🤖 AI Summary
This work addresses the limitation of classical conformal prediction—its restriction to classification/regression errors and inability to rigorously control semantic risk metrics (e.g., false negative rate, graph distance, token-level F1). We propose the first extension of conformal prediction that provably controls the expected value of any monotonic loss function. Our method builds upon split conformal prediction, integrating U-statistic-based expectation estimation with risk calibration theory to deliver a tight O(1/n) upper bound on expected risk.

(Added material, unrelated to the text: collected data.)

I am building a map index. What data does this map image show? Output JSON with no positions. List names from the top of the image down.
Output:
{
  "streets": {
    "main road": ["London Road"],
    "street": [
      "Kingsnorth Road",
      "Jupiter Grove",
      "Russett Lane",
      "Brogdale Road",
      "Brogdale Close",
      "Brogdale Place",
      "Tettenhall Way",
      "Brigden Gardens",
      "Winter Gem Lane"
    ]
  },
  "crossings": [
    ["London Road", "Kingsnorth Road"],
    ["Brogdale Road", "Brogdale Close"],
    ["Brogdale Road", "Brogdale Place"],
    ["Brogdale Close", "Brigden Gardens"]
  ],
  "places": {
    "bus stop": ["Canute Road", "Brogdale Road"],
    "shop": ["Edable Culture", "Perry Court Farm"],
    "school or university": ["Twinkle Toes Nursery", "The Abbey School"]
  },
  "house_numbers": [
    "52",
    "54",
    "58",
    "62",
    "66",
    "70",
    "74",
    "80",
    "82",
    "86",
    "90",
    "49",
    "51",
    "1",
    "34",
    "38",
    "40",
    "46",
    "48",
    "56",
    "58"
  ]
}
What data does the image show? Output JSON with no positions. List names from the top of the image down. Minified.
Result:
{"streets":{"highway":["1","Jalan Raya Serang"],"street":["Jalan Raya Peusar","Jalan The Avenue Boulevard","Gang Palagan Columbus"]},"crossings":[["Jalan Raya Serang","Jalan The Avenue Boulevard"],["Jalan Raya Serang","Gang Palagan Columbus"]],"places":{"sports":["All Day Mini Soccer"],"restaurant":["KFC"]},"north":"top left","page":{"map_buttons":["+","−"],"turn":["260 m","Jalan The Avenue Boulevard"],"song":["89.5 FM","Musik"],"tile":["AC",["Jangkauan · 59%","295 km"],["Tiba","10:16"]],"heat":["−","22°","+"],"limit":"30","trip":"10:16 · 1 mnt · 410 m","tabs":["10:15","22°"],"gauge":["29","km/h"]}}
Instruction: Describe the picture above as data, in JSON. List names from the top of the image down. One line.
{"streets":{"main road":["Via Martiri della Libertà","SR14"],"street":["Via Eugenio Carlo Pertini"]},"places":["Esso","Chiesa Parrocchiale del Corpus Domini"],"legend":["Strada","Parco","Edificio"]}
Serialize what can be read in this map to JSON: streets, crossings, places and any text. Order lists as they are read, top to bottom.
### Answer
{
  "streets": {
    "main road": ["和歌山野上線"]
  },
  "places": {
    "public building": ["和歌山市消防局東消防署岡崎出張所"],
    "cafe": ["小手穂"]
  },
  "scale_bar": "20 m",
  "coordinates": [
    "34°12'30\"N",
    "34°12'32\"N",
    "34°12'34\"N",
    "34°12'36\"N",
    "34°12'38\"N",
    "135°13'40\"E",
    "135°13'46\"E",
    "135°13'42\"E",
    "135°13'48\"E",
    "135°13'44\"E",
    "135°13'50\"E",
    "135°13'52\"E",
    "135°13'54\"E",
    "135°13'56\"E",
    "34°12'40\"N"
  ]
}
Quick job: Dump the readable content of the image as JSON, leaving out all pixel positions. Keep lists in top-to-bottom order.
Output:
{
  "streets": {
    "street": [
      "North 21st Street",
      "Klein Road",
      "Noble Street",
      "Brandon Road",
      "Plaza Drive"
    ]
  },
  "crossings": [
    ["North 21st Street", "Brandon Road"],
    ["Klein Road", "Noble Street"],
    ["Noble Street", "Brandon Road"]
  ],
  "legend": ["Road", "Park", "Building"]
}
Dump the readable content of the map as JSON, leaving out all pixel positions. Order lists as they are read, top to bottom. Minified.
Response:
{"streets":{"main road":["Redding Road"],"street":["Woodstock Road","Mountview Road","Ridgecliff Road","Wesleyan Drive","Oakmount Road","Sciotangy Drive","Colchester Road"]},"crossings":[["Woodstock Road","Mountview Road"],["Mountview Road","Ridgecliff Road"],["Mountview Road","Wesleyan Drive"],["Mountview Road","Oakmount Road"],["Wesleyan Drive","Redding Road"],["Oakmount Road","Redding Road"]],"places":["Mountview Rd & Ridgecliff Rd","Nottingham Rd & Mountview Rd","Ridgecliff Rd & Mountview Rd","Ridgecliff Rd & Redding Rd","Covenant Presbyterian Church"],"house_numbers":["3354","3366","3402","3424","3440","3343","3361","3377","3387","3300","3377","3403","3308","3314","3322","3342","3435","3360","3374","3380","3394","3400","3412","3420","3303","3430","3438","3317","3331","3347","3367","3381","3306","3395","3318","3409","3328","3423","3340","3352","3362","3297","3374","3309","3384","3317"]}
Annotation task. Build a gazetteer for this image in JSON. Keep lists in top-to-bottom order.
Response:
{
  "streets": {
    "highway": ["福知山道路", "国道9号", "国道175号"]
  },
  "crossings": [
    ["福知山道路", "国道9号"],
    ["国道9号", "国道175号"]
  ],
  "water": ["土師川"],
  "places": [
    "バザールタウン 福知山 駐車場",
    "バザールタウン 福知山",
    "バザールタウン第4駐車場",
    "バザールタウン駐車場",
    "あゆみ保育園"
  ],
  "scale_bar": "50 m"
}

Key contributions are: (1) the first theoretically complete framework for expected risk control under general monotonic losses; (2) natural generalization to challenging settings—including distribution shift, quantile risks, multi-objective risks, and adversarial risks; and (3) empirical validation across CV and NLP tasks, demonstrating effective constraint satisfaction for semantic metrics and strong generalization.
📝 Abstract
We extend conformal prediction to control the expected value of any monotone loss function. The algorithm generalizes split conformal prediction together with its coverage guarantee. Like conformal prediction, the conformal risk control procedure is tight up to an $mathcal{O}(1/n)$ factor. We also introduce extensions of the idea to distribution shift, quantile risk control, multiple and adversarial risk control, and expectations of U-statistics. Worked examples from computer vision and natural language processing demonstrate the usage of our algorithm to bound the false negative rate, graph distance, and token-level F1-score.